Assigned task → How many lines of the data contain the string "setLineDash"? Write the number and nothing more.

(Extracted data entries)
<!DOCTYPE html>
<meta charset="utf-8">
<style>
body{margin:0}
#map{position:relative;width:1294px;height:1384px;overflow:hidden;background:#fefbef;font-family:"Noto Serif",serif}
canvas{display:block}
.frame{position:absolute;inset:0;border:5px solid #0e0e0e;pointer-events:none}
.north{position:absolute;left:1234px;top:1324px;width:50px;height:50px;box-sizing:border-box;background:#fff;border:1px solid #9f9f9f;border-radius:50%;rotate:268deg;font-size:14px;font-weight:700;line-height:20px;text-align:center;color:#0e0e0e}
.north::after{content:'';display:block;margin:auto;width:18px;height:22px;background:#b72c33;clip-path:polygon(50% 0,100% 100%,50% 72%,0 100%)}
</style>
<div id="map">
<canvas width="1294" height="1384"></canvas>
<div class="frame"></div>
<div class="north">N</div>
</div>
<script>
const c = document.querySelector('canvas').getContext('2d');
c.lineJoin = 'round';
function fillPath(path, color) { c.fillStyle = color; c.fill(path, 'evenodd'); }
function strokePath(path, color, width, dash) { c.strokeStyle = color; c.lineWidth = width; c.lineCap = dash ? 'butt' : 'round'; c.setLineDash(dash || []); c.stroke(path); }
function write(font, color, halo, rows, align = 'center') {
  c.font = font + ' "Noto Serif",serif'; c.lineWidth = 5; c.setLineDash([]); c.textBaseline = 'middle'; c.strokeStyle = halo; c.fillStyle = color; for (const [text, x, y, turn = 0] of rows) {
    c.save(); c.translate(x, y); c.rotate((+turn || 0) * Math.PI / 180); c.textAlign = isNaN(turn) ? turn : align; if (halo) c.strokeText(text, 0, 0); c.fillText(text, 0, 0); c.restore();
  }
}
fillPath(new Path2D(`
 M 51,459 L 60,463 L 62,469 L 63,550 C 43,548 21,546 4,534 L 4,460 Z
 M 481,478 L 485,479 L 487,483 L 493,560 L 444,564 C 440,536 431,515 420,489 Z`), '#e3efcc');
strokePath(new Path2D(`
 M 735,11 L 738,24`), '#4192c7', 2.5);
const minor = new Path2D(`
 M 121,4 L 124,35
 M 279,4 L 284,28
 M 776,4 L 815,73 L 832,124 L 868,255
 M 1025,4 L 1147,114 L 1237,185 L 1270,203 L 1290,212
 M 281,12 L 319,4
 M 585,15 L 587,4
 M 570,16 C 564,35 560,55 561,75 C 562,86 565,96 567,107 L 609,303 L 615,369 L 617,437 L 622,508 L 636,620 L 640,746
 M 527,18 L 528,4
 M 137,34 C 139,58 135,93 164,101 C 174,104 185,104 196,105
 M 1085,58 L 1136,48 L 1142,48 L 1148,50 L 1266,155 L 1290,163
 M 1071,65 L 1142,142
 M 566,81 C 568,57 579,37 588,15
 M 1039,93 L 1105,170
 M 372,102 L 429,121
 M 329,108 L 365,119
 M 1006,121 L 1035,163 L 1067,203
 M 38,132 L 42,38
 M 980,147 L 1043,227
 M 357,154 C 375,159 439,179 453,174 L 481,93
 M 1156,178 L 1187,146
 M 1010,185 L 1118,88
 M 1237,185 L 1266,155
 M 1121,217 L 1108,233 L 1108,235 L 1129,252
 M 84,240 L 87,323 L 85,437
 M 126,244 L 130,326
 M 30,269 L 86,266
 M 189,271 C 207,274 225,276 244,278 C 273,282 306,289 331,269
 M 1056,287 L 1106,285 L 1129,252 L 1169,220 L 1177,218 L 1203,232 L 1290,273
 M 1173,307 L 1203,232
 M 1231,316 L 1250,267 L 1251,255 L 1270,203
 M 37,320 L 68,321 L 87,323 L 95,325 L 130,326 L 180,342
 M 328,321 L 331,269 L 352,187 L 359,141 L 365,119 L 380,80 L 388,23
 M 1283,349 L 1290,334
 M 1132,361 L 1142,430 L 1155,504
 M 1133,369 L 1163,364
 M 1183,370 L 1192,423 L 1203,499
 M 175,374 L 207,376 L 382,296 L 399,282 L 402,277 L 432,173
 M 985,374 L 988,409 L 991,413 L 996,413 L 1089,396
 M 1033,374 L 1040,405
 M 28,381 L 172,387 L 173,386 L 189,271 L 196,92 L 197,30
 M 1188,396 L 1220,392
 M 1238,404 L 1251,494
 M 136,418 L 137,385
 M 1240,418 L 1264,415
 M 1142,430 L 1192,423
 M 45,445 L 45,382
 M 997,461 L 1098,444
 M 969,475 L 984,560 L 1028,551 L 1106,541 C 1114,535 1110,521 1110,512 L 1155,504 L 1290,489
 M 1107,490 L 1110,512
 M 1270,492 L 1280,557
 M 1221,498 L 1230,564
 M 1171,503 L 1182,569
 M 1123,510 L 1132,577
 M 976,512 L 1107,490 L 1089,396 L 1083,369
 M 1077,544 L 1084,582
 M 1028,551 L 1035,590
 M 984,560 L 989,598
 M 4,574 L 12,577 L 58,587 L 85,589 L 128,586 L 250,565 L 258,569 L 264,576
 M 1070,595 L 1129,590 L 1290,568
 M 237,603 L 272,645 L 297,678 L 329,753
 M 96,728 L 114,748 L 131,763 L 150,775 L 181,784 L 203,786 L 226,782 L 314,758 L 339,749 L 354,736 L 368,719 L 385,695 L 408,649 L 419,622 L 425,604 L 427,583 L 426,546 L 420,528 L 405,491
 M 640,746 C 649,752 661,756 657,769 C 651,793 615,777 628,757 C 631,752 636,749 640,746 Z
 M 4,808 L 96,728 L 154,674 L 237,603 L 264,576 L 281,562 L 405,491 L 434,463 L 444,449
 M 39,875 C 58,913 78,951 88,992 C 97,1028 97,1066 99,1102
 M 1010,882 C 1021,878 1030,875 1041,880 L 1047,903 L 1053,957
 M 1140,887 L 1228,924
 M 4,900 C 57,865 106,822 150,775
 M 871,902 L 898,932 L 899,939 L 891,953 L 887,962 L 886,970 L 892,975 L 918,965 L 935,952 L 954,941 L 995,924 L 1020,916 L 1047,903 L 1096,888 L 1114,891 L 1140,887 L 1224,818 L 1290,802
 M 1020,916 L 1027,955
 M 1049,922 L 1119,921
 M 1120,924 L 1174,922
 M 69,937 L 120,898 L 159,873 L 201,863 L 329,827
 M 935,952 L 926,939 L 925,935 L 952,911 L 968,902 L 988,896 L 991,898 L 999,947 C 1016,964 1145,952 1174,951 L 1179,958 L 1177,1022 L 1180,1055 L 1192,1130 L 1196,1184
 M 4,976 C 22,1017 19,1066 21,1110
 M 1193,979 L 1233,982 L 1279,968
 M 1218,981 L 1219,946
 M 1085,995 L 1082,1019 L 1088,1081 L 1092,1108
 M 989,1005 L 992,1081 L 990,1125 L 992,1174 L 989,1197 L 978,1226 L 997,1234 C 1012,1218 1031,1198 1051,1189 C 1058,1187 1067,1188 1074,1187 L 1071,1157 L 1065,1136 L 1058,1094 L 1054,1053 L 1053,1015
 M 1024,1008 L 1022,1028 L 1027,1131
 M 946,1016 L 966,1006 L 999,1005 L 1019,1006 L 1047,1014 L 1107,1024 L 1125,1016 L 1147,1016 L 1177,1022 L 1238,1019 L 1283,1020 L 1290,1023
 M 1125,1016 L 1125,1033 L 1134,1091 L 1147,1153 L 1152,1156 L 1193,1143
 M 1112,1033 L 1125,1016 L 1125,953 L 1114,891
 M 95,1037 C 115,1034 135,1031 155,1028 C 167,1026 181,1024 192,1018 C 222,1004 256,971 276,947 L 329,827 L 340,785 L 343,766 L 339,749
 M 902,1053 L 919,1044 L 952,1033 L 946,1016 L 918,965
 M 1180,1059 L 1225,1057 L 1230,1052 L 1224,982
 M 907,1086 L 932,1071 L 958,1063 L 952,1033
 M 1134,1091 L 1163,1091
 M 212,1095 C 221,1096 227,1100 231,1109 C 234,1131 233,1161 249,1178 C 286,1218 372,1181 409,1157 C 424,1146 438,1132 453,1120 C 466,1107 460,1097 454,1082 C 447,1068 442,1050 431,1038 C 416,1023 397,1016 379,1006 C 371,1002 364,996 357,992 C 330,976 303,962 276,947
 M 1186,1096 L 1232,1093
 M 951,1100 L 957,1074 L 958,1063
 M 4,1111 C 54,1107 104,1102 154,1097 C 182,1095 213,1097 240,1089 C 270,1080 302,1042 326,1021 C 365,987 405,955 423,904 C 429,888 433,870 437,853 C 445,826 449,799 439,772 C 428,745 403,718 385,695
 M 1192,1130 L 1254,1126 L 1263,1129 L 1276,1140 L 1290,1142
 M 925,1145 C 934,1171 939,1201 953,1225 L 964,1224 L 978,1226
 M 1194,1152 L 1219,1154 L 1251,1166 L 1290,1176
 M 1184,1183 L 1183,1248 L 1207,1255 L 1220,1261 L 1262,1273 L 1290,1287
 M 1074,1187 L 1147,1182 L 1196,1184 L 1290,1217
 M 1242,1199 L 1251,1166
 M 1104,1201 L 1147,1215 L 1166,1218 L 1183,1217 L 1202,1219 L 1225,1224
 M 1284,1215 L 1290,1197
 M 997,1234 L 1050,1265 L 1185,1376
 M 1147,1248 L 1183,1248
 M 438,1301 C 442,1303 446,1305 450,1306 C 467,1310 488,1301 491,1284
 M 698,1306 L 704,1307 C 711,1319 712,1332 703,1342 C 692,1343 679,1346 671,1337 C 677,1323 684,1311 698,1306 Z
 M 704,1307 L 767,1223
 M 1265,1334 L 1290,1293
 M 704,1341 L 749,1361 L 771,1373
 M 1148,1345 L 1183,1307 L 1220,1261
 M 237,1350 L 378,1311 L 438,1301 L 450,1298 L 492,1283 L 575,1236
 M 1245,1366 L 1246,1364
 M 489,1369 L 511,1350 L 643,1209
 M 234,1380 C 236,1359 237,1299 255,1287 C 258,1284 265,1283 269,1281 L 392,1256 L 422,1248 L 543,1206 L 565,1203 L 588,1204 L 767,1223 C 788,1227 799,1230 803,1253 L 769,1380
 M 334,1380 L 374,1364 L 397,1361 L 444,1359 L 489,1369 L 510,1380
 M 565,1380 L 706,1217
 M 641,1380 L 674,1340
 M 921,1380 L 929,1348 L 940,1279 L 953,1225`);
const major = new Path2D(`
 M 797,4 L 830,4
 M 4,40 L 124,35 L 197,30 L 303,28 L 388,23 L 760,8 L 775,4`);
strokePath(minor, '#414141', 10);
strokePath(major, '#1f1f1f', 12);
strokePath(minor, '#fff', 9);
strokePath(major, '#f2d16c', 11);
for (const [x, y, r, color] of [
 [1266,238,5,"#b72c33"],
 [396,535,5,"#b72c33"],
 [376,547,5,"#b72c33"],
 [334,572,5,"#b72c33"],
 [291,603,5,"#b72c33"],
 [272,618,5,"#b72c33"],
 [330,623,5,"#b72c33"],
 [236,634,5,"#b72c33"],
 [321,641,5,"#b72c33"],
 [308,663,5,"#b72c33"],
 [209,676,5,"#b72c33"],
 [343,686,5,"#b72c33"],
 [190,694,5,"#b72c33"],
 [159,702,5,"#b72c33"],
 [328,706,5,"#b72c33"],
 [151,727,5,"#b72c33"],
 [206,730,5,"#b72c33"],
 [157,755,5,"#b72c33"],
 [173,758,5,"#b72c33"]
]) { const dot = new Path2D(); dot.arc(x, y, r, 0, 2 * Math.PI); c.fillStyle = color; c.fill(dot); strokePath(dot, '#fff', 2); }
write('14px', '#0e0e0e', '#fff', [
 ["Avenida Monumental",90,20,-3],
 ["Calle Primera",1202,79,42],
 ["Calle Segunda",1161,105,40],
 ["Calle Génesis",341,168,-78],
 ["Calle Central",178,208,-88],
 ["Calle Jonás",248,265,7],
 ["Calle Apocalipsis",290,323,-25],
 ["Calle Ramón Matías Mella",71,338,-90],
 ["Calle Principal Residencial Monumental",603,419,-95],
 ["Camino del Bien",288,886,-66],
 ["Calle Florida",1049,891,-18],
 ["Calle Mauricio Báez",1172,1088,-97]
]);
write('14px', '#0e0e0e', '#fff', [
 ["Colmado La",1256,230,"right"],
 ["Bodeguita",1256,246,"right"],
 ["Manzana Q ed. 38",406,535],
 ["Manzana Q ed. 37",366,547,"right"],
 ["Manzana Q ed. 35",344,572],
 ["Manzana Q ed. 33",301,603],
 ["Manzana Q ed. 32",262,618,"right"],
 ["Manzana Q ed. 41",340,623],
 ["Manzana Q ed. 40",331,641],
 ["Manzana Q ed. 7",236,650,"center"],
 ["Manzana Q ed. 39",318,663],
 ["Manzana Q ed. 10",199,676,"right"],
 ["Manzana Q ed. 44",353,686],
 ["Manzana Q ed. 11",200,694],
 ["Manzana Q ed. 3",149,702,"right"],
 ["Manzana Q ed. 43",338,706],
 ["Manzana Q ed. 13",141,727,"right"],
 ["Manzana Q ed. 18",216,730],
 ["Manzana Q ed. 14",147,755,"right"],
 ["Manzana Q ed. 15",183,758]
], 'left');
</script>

Solution below → 2